------ GIVEN RECORDS ------

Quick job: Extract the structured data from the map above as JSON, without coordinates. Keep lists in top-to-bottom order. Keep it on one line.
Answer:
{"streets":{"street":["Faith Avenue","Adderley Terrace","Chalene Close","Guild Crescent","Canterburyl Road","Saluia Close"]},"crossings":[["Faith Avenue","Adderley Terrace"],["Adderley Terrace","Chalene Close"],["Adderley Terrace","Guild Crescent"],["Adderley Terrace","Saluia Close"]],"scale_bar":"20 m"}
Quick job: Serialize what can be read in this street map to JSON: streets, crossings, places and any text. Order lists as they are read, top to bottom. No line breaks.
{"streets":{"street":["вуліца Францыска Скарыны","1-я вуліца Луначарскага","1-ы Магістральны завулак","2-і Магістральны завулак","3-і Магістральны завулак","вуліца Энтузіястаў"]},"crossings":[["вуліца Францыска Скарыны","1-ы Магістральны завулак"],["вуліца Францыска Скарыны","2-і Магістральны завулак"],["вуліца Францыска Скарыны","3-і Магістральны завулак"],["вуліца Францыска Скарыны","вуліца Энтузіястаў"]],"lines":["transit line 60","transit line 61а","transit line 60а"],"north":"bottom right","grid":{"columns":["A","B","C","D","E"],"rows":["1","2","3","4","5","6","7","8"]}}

------

Set down the listing above exactly, line for line.

Quick job: Extract the structured data from the map above as JSON, without coordinates. Keep lists in top-to-bottom order. Keep it on one line.
Answer:
{"streets":{"street":["Faith Avenue","Adderley Terrace","Chalene Close","Guild Crescent","Canterburyl Road","Saluia Close"]},"crossings":[["Faith Avenue","Adderley Terrace"],["Adderley Terrace","Chalene Close"],["Adderley Terrace","Guild Crescent"],["Adderley Terrace","Saluia Close"]],"scale_bar":"20 m"}
Quick job: Serialize what can be read in this street map to JSON: streets, crossings, places and any text. Order lists as they are read, top to bottom. No line breaks.
{"streets":{"street":["вуліца Францыска Скарыны","1-я вуліца Луначарскага","1-ы Магістральны завулак","2-і Магістральны завулак","3-і Магістральны завулак","вуліца Энтузіястаў"]},"crossings":[["вуліца Францыска Скарыны","1-ы Магістральны завулак"],["вуліца Францыска Скарыны","2-і Магістральны завулак"],["вуліца Францыска Скарыны","3-і Магістральны завулак"],["вуліца Францыска Скарыны","вуліца Энтузіястаў"]],"lines":["transit line 60","transit line 61а","transit line 60а"],"north":"bottom right","grid":{"columns":["A","B","C","D","E"],"rows":["1","2","3","4","5","6","7","8"]}}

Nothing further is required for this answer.